WHAT TO WORK ON
How many lines in the entries below include the string "place"? Answer with the number only.

SUPPLIED INFORMATION
▼

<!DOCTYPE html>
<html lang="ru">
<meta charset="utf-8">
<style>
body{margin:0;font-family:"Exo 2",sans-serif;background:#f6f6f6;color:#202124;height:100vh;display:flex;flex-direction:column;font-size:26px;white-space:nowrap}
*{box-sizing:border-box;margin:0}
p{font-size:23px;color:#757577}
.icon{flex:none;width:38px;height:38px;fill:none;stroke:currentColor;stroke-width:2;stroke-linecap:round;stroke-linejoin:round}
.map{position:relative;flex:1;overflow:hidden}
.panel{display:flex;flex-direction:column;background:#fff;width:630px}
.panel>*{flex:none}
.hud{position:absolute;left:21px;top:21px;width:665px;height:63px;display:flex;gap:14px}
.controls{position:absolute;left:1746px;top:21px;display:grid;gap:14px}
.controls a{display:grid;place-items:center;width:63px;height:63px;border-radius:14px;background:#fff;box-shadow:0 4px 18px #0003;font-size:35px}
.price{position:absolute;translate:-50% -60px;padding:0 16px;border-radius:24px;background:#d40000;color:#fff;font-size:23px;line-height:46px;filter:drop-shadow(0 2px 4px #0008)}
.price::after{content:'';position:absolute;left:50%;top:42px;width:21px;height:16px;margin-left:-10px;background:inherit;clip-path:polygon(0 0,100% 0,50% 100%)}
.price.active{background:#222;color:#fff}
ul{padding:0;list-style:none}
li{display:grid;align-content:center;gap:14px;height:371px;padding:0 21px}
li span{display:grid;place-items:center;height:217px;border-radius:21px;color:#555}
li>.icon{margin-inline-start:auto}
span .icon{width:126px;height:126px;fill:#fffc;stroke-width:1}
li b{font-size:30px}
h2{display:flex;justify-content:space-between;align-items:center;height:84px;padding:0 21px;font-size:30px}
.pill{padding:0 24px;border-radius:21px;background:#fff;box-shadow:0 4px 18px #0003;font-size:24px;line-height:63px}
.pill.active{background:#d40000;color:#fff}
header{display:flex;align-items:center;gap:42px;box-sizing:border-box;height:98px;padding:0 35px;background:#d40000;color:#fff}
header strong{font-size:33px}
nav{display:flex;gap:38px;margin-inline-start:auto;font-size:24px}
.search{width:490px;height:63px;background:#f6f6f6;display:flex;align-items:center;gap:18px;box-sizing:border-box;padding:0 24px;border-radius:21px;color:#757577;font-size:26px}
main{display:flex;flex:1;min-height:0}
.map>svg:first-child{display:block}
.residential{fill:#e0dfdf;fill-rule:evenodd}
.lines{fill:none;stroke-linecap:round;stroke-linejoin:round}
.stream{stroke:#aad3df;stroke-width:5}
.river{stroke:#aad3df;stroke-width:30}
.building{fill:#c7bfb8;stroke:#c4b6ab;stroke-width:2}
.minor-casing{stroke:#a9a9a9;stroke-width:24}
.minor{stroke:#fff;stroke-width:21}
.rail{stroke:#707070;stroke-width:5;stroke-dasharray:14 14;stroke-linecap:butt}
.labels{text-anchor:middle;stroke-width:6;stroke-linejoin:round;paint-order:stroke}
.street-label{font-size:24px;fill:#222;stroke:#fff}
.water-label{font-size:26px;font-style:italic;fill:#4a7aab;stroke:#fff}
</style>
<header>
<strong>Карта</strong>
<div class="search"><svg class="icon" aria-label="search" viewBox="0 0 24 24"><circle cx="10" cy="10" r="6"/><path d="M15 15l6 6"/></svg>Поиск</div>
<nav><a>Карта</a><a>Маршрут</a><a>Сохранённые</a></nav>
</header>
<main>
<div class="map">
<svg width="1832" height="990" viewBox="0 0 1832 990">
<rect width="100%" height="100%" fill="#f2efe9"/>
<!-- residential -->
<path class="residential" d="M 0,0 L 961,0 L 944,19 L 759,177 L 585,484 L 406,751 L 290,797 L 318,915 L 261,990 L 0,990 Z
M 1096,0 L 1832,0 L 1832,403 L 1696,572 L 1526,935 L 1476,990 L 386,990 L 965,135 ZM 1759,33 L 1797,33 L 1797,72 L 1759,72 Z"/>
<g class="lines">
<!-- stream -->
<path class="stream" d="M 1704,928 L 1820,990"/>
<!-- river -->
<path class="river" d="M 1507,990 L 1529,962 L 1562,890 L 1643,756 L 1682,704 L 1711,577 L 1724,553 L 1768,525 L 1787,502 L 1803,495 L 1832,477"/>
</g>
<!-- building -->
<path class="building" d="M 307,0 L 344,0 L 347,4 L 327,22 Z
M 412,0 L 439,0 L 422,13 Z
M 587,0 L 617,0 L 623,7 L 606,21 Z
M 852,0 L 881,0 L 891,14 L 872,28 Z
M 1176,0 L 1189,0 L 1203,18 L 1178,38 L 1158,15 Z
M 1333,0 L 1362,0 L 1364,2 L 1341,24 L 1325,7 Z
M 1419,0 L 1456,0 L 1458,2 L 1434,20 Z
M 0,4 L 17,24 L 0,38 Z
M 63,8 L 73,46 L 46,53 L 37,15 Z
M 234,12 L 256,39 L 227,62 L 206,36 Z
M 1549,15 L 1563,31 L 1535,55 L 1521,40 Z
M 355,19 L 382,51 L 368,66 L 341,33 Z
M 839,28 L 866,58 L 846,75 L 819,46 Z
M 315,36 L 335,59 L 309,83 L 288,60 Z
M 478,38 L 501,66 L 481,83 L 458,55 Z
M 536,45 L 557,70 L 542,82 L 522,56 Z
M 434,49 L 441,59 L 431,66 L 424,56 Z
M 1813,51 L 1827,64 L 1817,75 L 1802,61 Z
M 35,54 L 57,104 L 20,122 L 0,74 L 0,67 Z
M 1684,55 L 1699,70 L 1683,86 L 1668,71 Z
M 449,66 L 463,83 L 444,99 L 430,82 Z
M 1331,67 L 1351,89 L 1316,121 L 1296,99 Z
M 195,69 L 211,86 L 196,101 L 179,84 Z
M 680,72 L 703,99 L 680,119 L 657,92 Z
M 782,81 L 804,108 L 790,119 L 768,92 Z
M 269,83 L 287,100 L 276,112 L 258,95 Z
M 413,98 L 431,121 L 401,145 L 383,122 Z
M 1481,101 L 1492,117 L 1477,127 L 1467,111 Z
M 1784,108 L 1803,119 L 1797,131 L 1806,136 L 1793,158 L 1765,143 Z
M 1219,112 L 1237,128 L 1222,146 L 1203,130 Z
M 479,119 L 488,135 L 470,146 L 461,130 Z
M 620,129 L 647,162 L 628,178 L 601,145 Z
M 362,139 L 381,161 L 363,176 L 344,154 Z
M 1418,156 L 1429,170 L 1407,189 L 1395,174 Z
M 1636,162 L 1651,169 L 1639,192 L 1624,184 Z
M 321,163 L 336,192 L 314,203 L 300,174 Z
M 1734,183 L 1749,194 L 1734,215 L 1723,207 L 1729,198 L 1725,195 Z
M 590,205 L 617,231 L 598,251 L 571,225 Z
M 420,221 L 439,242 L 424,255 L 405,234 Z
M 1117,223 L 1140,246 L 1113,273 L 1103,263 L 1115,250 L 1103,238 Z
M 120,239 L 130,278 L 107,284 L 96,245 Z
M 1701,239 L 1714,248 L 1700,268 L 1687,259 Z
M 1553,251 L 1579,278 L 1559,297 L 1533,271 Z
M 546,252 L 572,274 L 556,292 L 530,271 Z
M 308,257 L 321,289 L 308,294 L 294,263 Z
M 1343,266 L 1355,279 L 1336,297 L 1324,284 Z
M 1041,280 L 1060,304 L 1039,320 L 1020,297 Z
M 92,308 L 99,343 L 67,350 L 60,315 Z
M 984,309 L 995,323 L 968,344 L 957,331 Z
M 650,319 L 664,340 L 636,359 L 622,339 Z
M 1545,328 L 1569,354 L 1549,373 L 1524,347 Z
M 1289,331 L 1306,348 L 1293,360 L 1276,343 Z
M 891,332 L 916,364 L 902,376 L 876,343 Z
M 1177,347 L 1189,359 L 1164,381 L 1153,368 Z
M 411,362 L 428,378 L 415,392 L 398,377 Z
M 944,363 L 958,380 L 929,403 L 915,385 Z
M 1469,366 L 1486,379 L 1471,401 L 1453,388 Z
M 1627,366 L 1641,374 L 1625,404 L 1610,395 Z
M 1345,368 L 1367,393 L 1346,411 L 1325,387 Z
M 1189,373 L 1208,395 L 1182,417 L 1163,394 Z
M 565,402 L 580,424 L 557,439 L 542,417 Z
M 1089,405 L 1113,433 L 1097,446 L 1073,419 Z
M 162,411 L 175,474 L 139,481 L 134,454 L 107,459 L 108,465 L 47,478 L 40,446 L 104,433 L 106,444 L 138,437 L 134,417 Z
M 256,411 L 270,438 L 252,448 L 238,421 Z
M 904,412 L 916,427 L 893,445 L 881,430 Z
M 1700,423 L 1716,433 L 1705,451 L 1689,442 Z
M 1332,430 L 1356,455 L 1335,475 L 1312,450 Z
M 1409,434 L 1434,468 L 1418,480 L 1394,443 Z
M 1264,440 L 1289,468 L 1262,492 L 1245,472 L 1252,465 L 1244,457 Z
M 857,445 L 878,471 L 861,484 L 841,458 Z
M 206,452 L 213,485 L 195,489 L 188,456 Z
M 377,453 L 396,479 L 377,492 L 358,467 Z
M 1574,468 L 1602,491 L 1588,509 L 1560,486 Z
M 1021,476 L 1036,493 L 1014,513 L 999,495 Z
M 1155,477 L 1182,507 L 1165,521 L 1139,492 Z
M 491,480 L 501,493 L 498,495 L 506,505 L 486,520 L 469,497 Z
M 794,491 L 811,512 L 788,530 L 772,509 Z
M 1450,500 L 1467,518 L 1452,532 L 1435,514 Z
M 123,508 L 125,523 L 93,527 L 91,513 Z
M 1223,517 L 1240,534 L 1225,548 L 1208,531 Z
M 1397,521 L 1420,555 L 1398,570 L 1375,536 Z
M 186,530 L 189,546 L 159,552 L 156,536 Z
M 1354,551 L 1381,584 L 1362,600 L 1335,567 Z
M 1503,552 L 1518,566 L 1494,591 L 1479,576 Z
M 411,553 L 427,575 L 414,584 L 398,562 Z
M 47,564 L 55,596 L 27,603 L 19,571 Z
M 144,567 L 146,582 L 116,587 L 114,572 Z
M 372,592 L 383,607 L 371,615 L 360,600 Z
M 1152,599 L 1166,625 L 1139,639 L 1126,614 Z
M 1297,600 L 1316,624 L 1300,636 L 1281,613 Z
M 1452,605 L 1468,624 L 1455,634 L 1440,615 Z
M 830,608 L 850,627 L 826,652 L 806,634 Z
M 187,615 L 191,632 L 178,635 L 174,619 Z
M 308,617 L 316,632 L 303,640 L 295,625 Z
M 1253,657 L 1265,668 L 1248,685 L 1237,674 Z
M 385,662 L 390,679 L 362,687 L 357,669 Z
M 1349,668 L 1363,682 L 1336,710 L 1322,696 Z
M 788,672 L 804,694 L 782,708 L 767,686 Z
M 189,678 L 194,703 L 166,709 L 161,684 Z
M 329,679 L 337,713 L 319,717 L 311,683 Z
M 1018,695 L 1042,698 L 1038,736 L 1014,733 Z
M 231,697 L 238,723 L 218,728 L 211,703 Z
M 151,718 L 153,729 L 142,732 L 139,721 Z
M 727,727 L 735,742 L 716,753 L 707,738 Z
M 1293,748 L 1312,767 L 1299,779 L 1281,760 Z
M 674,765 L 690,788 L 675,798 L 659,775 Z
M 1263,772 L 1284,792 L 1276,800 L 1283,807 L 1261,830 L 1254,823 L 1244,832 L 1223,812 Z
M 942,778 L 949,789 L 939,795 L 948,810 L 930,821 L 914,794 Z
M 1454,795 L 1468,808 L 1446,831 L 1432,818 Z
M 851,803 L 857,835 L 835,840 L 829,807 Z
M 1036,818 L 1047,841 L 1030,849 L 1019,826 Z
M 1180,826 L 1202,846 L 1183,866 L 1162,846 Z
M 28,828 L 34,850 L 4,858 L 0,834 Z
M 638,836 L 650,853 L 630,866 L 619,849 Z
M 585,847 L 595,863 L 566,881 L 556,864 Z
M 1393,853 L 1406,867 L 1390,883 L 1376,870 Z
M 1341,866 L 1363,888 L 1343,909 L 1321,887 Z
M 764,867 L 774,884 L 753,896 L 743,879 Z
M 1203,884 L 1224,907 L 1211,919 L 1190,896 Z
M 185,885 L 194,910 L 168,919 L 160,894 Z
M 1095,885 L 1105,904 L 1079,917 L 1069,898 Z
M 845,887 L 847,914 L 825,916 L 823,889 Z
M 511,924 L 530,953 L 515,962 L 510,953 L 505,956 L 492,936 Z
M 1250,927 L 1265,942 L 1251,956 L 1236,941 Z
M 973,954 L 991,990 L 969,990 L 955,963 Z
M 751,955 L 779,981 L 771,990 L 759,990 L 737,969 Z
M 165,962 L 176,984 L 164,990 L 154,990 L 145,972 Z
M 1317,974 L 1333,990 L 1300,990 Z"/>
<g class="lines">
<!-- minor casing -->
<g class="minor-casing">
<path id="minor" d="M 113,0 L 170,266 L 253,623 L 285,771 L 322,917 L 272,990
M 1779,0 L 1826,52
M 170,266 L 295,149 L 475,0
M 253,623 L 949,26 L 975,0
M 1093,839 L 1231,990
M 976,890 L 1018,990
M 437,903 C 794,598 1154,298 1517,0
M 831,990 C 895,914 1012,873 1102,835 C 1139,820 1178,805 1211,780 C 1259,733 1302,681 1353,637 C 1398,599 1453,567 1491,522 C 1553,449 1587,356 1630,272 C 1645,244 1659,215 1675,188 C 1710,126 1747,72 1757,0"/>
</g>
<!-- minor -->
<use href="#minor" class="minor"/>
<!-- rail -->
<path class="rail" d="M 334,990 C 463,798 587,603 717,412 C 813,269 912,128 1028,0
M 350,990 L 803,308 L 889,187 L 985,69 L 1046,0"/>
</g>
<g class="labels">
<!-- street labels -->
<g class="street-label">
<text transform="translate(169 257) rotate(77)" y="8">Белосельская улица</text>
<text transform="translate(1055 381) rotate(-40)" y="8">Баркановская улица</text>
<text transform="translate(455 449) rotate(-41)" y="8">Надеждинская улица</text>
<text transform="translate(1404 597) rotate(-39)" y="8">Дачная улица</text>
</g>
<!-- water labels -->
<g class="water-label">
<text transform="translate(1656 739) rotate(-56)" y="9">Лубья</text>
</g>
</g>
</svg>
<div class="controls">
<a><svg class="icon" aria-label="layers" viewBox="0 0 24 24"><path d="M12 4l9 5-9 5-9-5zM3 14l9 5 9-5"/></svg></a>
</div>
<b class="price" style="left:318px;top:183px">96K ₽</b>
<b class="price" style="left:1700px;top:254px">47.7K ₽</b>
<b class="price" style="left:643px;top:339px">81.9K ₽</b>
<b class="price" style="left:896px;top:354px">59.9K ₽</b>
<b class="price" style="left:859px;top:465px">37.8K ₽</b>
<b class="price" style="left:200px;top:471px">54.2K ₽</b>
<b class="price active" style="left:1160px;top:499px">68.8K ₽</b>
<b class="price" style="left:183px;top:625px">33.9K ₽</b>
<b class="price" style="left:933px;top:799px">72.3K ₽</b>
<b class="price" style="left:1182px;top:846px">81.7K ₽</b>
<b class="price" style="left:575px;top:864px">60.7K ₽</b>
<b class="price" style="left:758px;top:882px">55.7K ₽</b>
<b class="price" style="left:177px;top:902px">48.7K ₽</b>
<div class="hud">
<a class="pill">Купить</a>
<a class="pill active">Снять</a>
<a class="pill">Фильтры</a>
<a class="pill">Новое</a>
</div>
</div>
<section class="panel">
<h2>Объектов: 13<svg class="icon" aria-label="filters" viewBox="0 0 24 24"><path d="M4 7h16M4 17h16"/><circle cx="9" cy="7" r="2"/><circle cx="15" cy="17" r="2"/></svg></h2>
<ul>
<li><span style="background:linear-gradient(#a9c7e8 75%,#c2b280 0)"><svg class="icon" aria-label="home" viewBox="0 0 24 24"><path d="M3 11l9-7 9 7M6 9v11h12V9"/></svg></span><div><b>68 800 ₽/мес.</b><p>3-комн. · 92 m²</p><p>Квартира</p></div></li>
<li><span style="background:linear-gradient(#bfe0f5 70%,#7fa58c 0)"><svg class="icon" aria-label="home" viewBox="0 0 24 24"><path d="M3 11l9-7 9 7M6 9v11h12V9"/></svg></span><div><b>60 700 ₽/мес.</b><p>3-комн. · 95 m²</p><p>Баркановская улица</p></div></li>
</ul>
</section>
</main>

▲

EXERCISE RESULT
2